K-Center Clustering
Definition
K-center Clustering is a type of clustering based on an combinatorial optimization methods. It clusters a set of points so as to minimize the maximum intercluster distance.
How it works
An example K-center Clustering problem is to mimimize the number of points in a set that are necessary so that a every other point in the set is within some fixed distance of those points. For instance, given n cities with specified distances, one wants to build k warehouses in different cities and minimize the maximum distance of a city to a warehouse.
Considerations
- Scalability: Exact solutions are NP-hard. However, algorithms that have been proven effective and create no more than 2x the optimal set of clusters can run in O(kn) proportional to k*n where k is the minimum number of clusters and n is the number of data points being clustered.
Key Test Considerations
Unsupervised Learning:
- Number of Clusters: The Gonzalez (Gon) algorithm guarantees creating no more than twice the optimal number of clusters, where the optimal number is the minimum number of clusters to minimize total distance between representative points in the clusters [1].
Cluster Analysis:
Rand Index and Adjusted Rand Index: Given ground truth set of class labels for the data, the Rand Index is a measure of the similarity between two data clusterings. The Rand Index is the accuracy of determining if a link belongs within a cluster or not. A form of the Rand Index may be defined that is adjusted for the chance grouping of elements, this is the Adjusted Rand Index [5].

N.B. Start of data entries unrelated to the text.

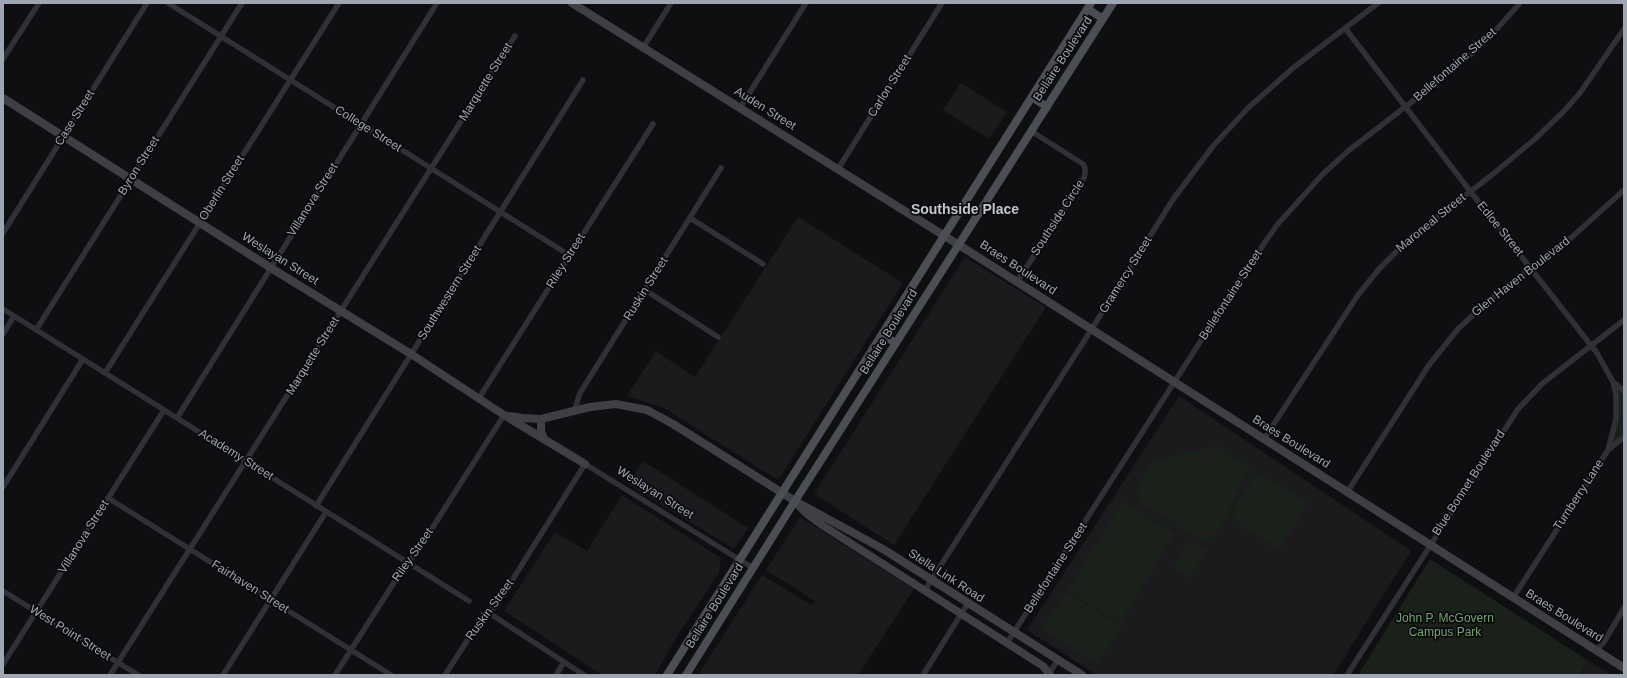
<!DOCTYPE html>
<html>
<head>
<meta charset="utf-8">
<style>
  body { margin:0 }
  #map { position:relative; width:1627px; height:678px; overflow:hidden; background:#0f0f11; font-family:Helvetica,sans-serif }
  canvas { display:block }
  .frame { position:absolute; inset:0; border:4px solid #9fa6b3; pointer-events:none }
</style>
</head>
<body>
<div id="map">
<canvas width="1627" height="678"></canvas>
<div class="frame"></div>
</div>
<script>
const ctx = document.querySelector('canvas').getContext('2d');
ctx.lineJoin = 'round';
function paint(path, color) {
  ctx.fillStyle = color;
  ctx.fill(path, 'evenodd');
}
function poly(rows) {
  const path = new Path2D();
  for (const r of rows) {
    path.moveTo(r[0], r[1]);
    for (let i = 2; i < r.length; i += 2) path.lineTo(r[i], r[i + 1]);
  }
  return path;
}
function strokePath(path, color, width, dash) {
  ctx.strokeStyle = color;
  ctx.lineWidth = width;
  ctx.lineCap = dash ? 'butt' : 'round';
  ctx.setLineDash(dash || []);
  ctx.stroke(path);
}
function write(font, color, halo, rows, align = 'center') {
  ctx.font = font + ' Helvetica,sans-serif';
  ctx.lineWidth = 3.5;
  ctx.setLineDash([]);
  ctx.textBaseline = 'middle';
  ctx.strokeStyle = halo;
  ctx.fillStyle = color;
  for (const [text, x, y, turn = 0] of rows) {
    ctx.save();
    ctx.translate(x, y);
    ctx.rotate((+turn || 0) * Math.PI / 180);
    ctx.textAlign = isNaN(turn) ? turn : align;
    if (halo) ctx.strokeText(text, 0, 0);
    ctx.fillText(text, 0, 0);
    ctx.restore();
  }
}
paint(poly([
  [961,83,1007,112,989,139,943,110],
  [798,217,903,283,779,479,773,477,662,407,627,396,656,351,695,377],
  [965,257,1046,307,894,545,814,494],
  [1179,396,1411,551,1333,675,1097,675,1027,630],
  [643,461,748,528,734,549,628,484],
  [622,495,721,558,719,573,676,638,655,675,602,675,504,611,555,532,587,551],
  [800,517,914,589,858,675,698,675,762,575,811,605,815,601,766,570],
  [1589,661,1611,675,1581,675]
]), '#1b1b1e');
paint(poly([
  [1613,382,1624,391,1624,437,1608,450,1616,419],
  [1215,446,1249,467,1227,516,1213,538,1202,541,1139,501,1138,486,1154,461],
  [1256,475,1263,475,1308,503,1279,549,1232,519,1238,502],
  [1122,502,1174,534,1120,623,1068,591],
  [1189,540,1206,551,1190,577,1173,566],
  [1430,559,1589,661,1580,675,1358,675],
  [1066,592,1121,626,1097,664,1042,630]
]), '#19211a');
strokePath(poly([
  [168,3,569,255],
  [1345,28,1470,191,1597,353,1613,382,1624,391],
  [643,48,671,3],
  [3,59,39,3],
  [740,108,806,3],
  [838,169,942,3],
  [690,218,763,264],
  [3,233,147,3],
  [1017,282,1084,178,1085,173,1085,168,1083,164,1031,131],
  [645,290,718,337],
  [3,309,469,601],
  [36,330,242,3],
  [3,334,14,316],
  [105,373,339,3],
  [479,398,653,124],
  [574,412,580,393,721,168],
  [177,418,437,3],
  [1264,439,1358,295,1379,269,1409,239,1493,174,1535,139,1564,111,1580,93,1624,29],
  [1608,450,1624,437],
  [3,487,83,359],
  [1348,491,1429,365,1458,329,1488,301,1572,237,1624,190],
  [108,498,391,675],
  [316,506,583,80],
  [925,590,1086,338,1174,198,1213,146,1248,108,1293,68,1378,3],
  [3,591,138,675],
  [1513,598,1608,450,1616,419,1616,395,1613,382],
  [489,613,584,675],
  [1007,643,1252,261,1277,225,1322,175,1348,151,1444,77,1476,50,1495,31,1520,3],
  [1596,650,1604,642,1624,608],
  [3,664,164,410],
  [110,675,515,36],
  [223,675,326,512],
  [335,675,404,567,417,552,504,415],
  [445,675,481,619,496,606,585,464,753,568],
  [556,675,564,662],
  [923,675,968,603],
  [1048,675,1058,660],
  [1347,675,1518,409,1543,383,1624,320]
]), '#303136', 5.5);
strokePath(poly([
  [572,3,959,245,1624,668],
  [3,98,271,268,411,354,504,415,585,464],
  [510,416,522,418,541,419,590,407,616,404,647,410,673,424,795,501,883,549,1082,675],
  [541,419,541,431,544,439],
  [799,506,806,513,822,525,1043,666,1050,675]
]), '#3e4046', 8);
strokePath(poly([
  [1088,9,1103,19],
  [1032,97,1047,107],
  [882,335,896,343],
  [667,675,1091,3],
  [686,675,795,501,1113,3]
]), '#4b4e55', 8);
write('12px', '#9fa6b3', '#0a0a0c', [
  ["Bellaire Boulevard",1063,59,-57],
  ["Bellefontaine Street",1455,65,-41],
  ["Marquette Street",486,82,-58],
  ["Carlon Street",890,86,-58],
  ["Auden Street",765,109,32],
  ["Case Street",75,118,-58],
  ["College Street",368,129,32],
  ["Byron Street",139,166,-58],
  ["Oberlin Street",222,188,-58],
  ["Villanova Street",313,200,-58],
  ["Southside Circle",1058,218,-57],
  ["Maroneal Street",1431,223,-39],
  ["Edloe Street",1500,229,51],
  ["Weslayan Street",280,259,32],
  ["Riley Street",566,261,-58],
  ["Braes Boulevard",1018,268,33],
  ["Gramercy Street",1126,275,-58],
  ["Glen Haven Boulevard",1521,277,-38],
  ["Ruskin Street",646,289,-58],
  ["Southwestern Street",450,293,-58],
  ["Bellefontaine Street",1231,295,-57],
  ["Bellaire Boulevard",889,332,-58],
  ["Marquette Street",313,356,-58],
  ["Braes Boulevard",1291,442,32],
  ["Academy Street",236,455,32],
  ["Blue Bonnet Boulevard",1469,483,-57],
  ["Weslayan Street",655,493,32],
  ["Turnberry Lane",1579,495,-57],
  ["Villanova Street",84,537,-58],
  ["Riley Street",413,555,-55],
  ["Bellefontaine Street",1056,568,-57],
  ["Stella Link Road",946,576,33],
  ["Fairhaven Street",250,587,32],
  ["Bellaire Boulevard",715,606,-58],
  ["Ruskin Street",490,610,-54],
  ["Braes Boulevard",1564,616,32],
  ["West Point Street",70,633,32]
]);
write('12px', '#73a173', '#0a0a0c', [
  ["John P. McGovern",1445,619],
  ["Campus Park",1445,633]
]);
write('bold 14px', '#c0c5cf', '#0a0a0c', [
  ["Southside Place",965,210]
]);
</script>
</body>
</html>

Adjusted Mutual Information: Given ground truth set of class labels for the data, Adjusted Mutual Information corrects the effect of agreement solely due to chance between clusterings, similar to the way the Adjusted Rand Index corrects the Rand Index [6].
Connection-based Clustering:
Choice of Distance Metric: The outcome can vary significantly depending on the chosen distance metric (e.g., Euclidean, Manhattan).

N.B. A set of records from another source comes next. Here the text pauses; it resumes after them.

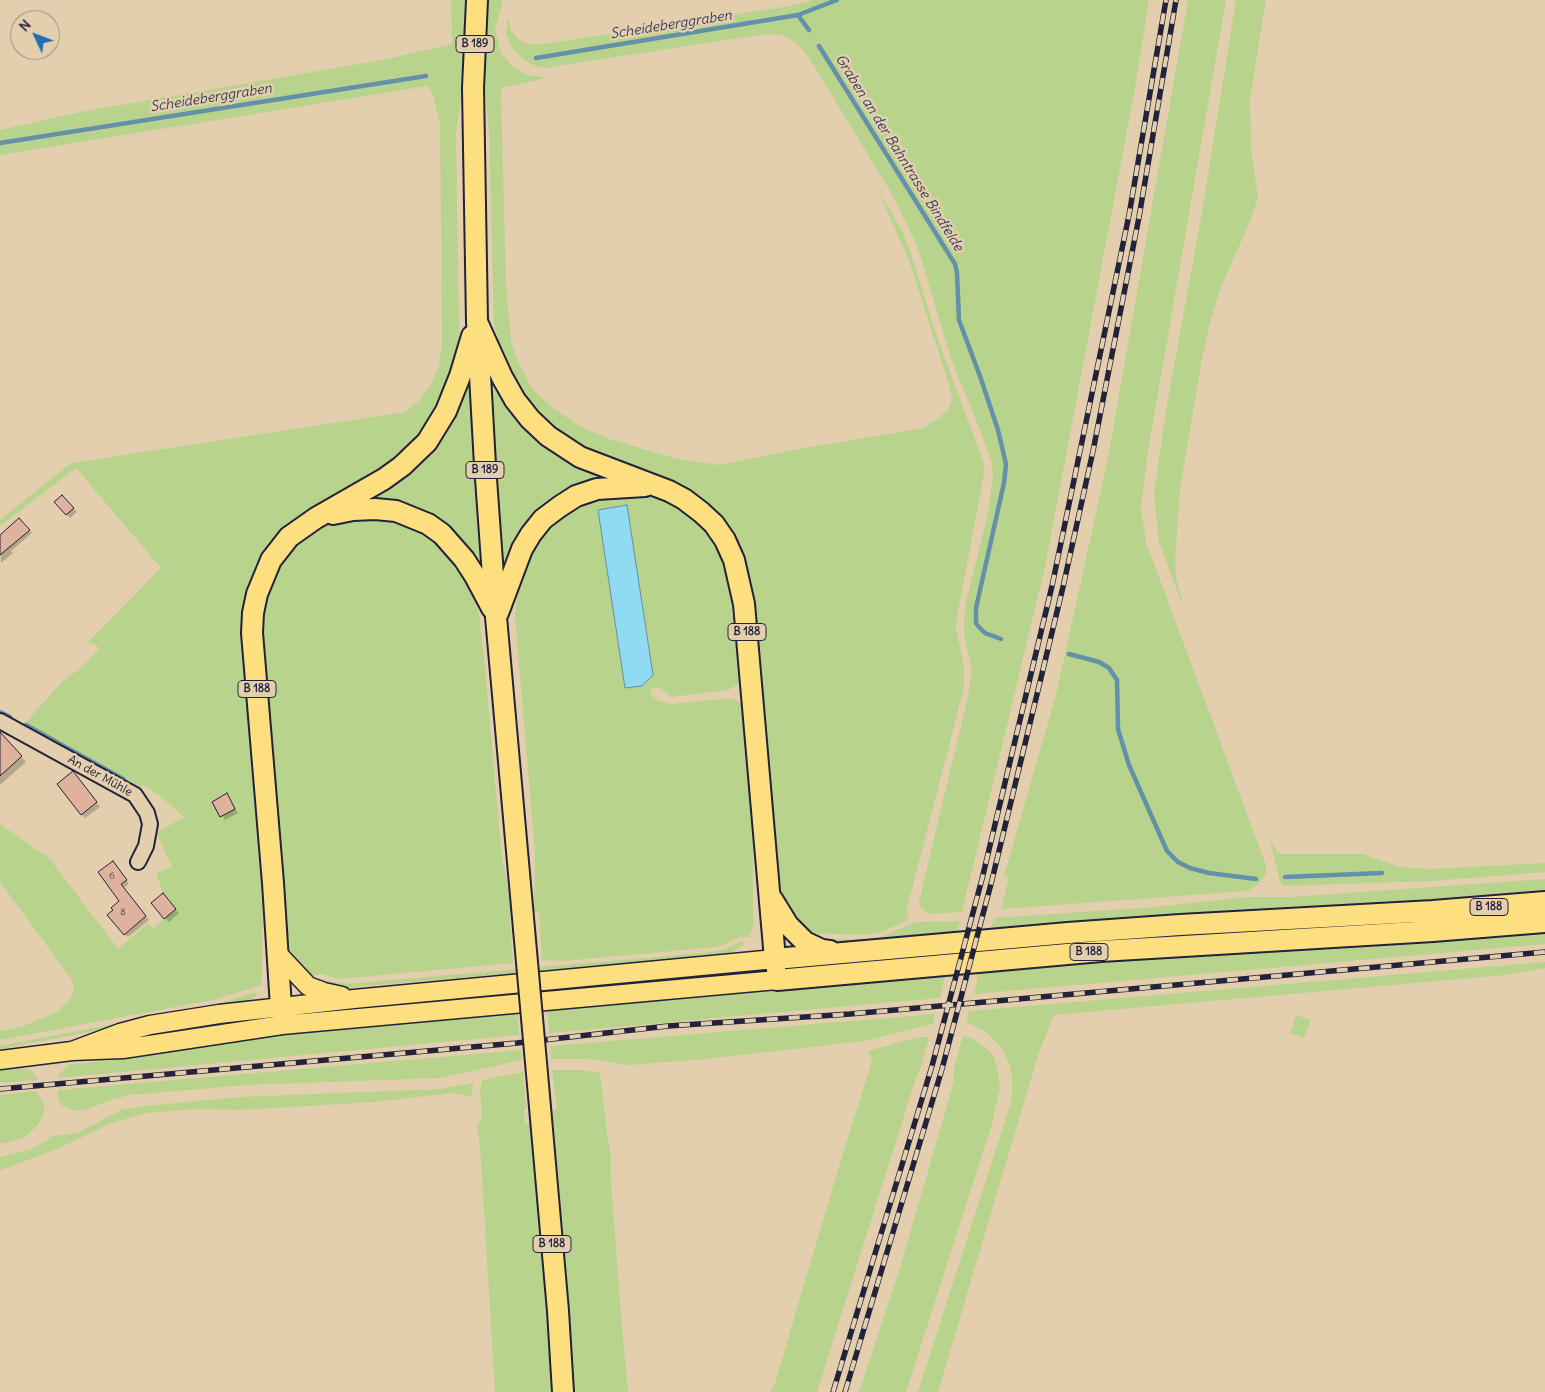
<!DOCTYPE html>
<meta charset="utf-8">
<style>
body{margin:0}
#map{position:relative;width:1545px;height:1392px;overflow:hidden;background:#e3cfae;font-family:Delius,sans-serif}
canvas{display:block}
.north{position:absolute;left:10px;top:10px;width:50px;height:50px;box-sizing:border-box;background:#e3cfae;border:1px solid #968a80;border-radius:50%;rotate:313deg;font-size:14px;font-weight:700;line-height:20px;text-align:center;color:#22223b}
.north::after{content:'';display:block;margin:auto;width:18px;height:22px;background:#1f6fb2;clip-path:polygon(50% 0,100% 100%,50% 72%,0 100%)}
</style>
<div id="map">
<canvas width="1545" height="1392"></canvas>
<div class="north">N</div>
</div>
<script>
const c = document.querySelector('canvas').getContext('2d');
c.lineJoin = 'round';
function fill(path, color) { c.fillStyle = color; c.fill(path, 'evenodd'); }
const toPath = rows => new Path2D(rows.map(r => 'M' + r).join(''));
function stroke(path, color, width, dash) { c.strokeStyle = color; c.lineWidth = width; c.lineCap = dash ? 'butt' : 'round'; c.setLineDash(dash || []); c.stroke(path); }
function drawText(font, color, halo, rows, align = 'center') {
  c.font = font + ' Delius,sans-serif'; c.lineWidth = 5; c.setLineDash([]); c.textBaseline = 'middle'; c.strokeStyle = halo; c.fillStyle = color; for (const [text, x, y, turn = 0] of rows) {
    c.save(); c.translate(x, y); c.rotate((+turn || 0) * Math.PI / 180); c.textAlign = isNaN(turn) ? turn : align; if (halo) c.strokeText(text, 0, 0); c.fillText(text, 0, 0); c.restore();
  }
}
fill(toPath([
 [451,0,467,0,463,88,456,133,459,333,454,376,425,434,392,466,293,520,276,536,266,549,254,569,249,586,245,604,263,872,262,977,260,986,212,1000,0,1040,0,1031,21,1027,57,1012,71,998,74,987,70,977,0,882,0,824,50,859,118,949,148,923,153,929,164,919,163,893,156,873,172,867,156,833,184,817,159,795,143,785,141,788,25,723,62,682,85,664,99,649,96,645,88,642,161,568,76,468,0,526,0,520,71,463,405,412,419,401,431,384,439,366,442,343,440,124,434,98,428,86,0,155,0,130,80,112,382,60,452,44],
 [486,0,503,0,495,29,501,53,511,65,528,75,547,78,501,88,506,285,511,341,519,364,532,388,546,402,576,424,609,439,678,459,719,465,798,449,923,428,938,419,949,408,952,400,950,388,909,260,878,191,902,230,911,253,935,331,984,464,984,474,957,617,956,629,964,666,964,688,907,908,907,913,909,919,898,925,878,933,862,935,808,933,787,911,780,882,774,844,749,578,743,556,724,521,708,504,688,490,660,477,598,459,536,418,501,354,494,323,489,134,483,70],
 [813,0,1149,0,1134,94,1045,567,962,912,929,914,919,906,919,901,967,701,972,670,964,634,964,618,966,602,988,513,993,476,992,464,982,435,950,356,923,264,913,236,889,189,806,53,796,43,781,35,766,34,545,68,533,65,522,58,512,48,506,34,508,17,511,31,518,39,527,44,544,44,790,6],
 [1188,0,1226,0,1148,451,1141,509,1146,542,1266,865,1266,873,1260,883,1248,891,1001,909,1009,877,1004,876,1056,695,1108,458],
 [1236,0,1266,0,1250,99,1251,148,1258,197,1251,219,1221,287,1209,327,1201,364,1180,489,1175,561,1176,577,1183,607,1159,542,1154,494,1166,410,1203,206],
 [489,360,506,399,617,477,563,496,503,587,495,486],
 [470,371,472,420,486,585,468,550,354,501,377,491],
 [644,495,660,499,674,505,699,523,721,553,733,589,743,682,728,690,672,697,658,687,654,687,651,690,651,695,658,701,671,704,732,698,740,703,745,709,753,810,753,928,749,937,741,937,717,947,563,961,542,960,539,913,534,912,535,852,515,618,518,583,521,569,549,524,593,497],
 [372,515,420,527,458,562,474,595,479,614,485,667,501,850,513,915,510,916,513,963,339,979,321,974,310,977,297,965,291,953,285,914,263,668,263,611,273,577,288,553,299,541,329,524,344,518],
 [1269,836,1276,850,1281,854,1363,854,1400,867,1429,869,1545,863,1545,872,1432,881,1284,886,1280,882],
 [1545,879,1545,890,1276,912,990,931,994,918,1155,907,1246,897,1292,897],
 [960,921,956,934,830,944,821,939,866,939,884,936,916,922],
 [1545,933,1545,944,974,994,979,971,1156,957,1313,949],
 [740,942,744,943,732,953,703,957,344,988,315,981,319,979,347,984,703,953,726,949],
 [1545,962,1545,968,1506,975,1054,1015,1038,1055,938,1392,918,1392,1012,1099,1012,1077,1008,1060,1000,1046,986,1032,966,1022,969,1011],
 [946,972,940,998,549,1033,547,1010],
 [255,992,256,995,252,999,239,1003,0,1049,0,1046,218,1004],
 [517,1011,519,1035,58,1078,60,1073,70,1064,110,1061,280,1033],
 [935,1014,933,1024,864,1041,706,1059,630,1065,588,1059,551,1059,550,1046],
 [1296,1015,1311,1020,1304,1038,1290,1033],
 [963,1036,973,1039,986,1048,994,1057,998,1072,1000,1088,991,1127,906,1392,859,1392,900,1268,931,1161,954,1081,953,1072],
 [919,1037,929,1037,922,1064,916,1078,817,1392,770,1392,774,1386,840,1163,872,1061,868,1051],
 [521,1050,522,1060,440,1078,247,1085,130,1095,114,1099,84,1110,74,1111,61,1105,58,1099,58,1090],
 [23,1068,32,1071,38,1080,0,1083,0,1070],
 [552,1070,581,1070,600,1073,608,1141,611,1154,611,1180,621,1315,628,1392,574,1392,552,1110,557,1108],
 [523,1072,526,1109,524,1110,525,1125,531,1123,541,1226,554,1392,495,1392,480,1146,477,1125,482,1118,480,1089,482,1080],
 [473,1083,472,1097,451,1093,374,1102,241,1110,199,1109,146,1113,112,1123,55,1150,0,1170,0,1157,32,1149,46,1141,52,1136,77,1133,123,1109,146,1106,239,1097,440,1089],
 [36,1091,43,1102,45,1110,41,1120,34,1129,23,1138,2,1144,0,1143,0,1095]
]), '#b8d48c');
const water = toPath([
 [627,505,653,675,642,686,625,688,598,510,627,505]
]);
fill(water, '#90daf2');
stroke(water, '#6490a9', 1);
fill(toPath([
 [62,496,77,512,70,518,56,502],
 [19,519,32,533,11,551,13,553,1,563,0,536],
 [9,743,26,762,0,785,0,752],
 [77,776,100,807,85,818,82,814],
 [226,795,238,813,225,820,214,802],
 [117,866,129,884,123,888,149,920,128,937,125,934],
 [166,899,179,913,169,922,165,918]
]), '#0003');
stroke(toPath([
 [798,15,809,30],
 [819,46,955,264,957,273,959,320,981,379,998,430,1006,464,1004,483,976,608,976,623,979,627,985,633,1001,639],
 [536,58,798,15,837,0],
 [0,143,426,76],
 [1069,654,1099,662,1109,668,1117,680,1118,729,1129,765,1167,851,1178,862,1190,868,1209,873,1256,879],
 [0,712,10,717],
 [26,725,123,779],
 [1285,877,1382,873]
]), '#6490a9', 4.5);
const building = toPath([
 [62,495,74,508,66,515,54,502,62,495],
 [19,518,30,530,0,555,0,535,19,518],
 [0,732,22,756,0,776,0,732],
 [73,771,97,802,81,815,57,784,73,771],
 [227,793,235,809,220,817,212,802,227,793],
 [113,861,127,880,121,884,146,916,124,935,107,915,113,910,111,908,119,901,98,872,113,861],
 [163,893,176,909,164,919,151,903,163,893]
]);
fill(building, '#dfb29e');
stroke(building, '#22223b', 1);
const minor = toPath([
 [0,721,135,795,147,813,150,824,146,846,138,862]
]);
const major = toPath([
 [278,954,308,986,324,992,342,996],
 [0,1060,72,1051,123,1049,282,1025,777,980,775,959,354,999,219,1014,150,1025,120,1033,72,1051]
]);
const highway = toPath([
 [477,0,473,88,477,322,485,465,496,617,524,929],
 [477,322,502,377,515,400,530,419,548,436,580,457,669,491,684,499,701,512,714,524,725,540,734,560,744,604,775,959,1068,933,1180,925,1433,911,1545,902],
 [333,514,353,510,375,509,396,511,428,524,442,534,464,559,475,576,492,608],
 [498,613,522,549,531,534,543,519,559,507,576,496,597,489,645,486],
 [772,899,788,925,805,942,822,950,830,951],
 [777,980,1101,951,1433,931,1545,922],
 [281,1007,273,883,252,633,253,613,257,594,271,560,289,537,316,518,384,479,402,466,427,442,446,411,460,376,472,336],
 [539,1096,558,1311,563,1392]
]);
stroke(minor, '#22223b', 18);
stroke(major, '#22223b', 21);
stroke(highway, '#22223b', 24);
stroke(minor, '#e3cfae', 14);
stroke(major, '#fedf80', 18);
stroke(highway, '#fedf80', 20);
const rail = toPath([
 [0,1089,517,1043,668,1026,850,1014,1545,952],
 [833,1392,932,1066,982,879,1052,586,1129,215,1166,0],
 [845,1392,942,1069,992,880,1063,587,1093,451,1139,217,1176,0]
]);
stroke(rail, '#22223b', 5.5);
stroke(rail, '#e3cfae', 4, [11]);
const highwayBridge = toPath([
 [524,929,539,1096]
]);
stroke(highwayBridge, '#22223b', 24, []);
stroke(highwayBridge, '#fedf80', 20);
drawText('10px', '#514654', null, [
 ["6",112,876],
 ["8",123,912]
]);
for (const [x, y, w] of [
 [475,44,38],
 [485,470,38],
 [747,632,38],
 [257,689,38],
 [1489,907,38],
 [1089,952,38],
 [552,1244,38]
]) { const box = new Path2D(); box.roundRect(x - w / 2, y - 8.5, w, 17, 4); c.fillStyle = '#e3cfae'; c.fill(box); stroke(box, '#22223b', 1); }
drawText('bold 11px', '#22223b', null, [
 ["B 189",475,44],
 ["B 189",485,470],
 ["B 188",747,632],
 ["B 188",257,689],
 ["B 188",1489,907],
 ["B 188",1089,952],
 ["B 188",552,1244]
]);
drawText('12px', '#22223b', '#e3cfae', [
 ["An der Mühle",100,776,29]
]);
drawText('italic 14px', '#323e56', '#e3cfae', [
 ["Scheideberggraben",671,25,-9],
 ["Scheideberggraben",211,98,-9],
 ["Graben an der Bahntrasse Bindfelde",899,153,58]
]);
</script>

Sensitivity: Connection-based method can be sensitive to outliers, which might affect the quality of the clusters formed.
K-center Clustering:
Silhouette Score: The silhouette score refers to a scoring method that helps validate the consistency between clusters of data. The evaluation technique also produces a concise graphical representation of how well each object appear to have been classified. It is suited to K-centric Clustering in that it also works for different metric spaces.
Distance Metric: The distance measure must be a true metric (see [2]). Differences in the metric chosen may (e.g., Euclidean,a Manhattan) affect results significantly.
Sensitivity: Greedy implementations may be sensitive to outliers.
Platforms, Tools, or Libraries
N/A. Note that this algorithm is relatively simple and so it is usually implemented from scratch by those incorporating this algorithm into a system.
References
Gonzalez, T.F. (1985). Clustering to Minimize the Maximum Intercluster Distance. Theor. Comput. Sci., 38, 293-306. Link.
Weisstein, Eric W. (n.d.). "Metric." From MathWorld--A Wolfram Web Resource. Link.
Wikipedia. (8 Aug 2023). Metric k-center Link.
Wikipedia. (14 Aug 2023). Vertex k-center problem. Link.
Wikipedia. (n.d.). Rand Index. Link.
Wikipedia. (n.d.). Adjusted Mutual Information. Link.
Wikipedia. (1 Aug 2023). Silhouette (clustering). Link.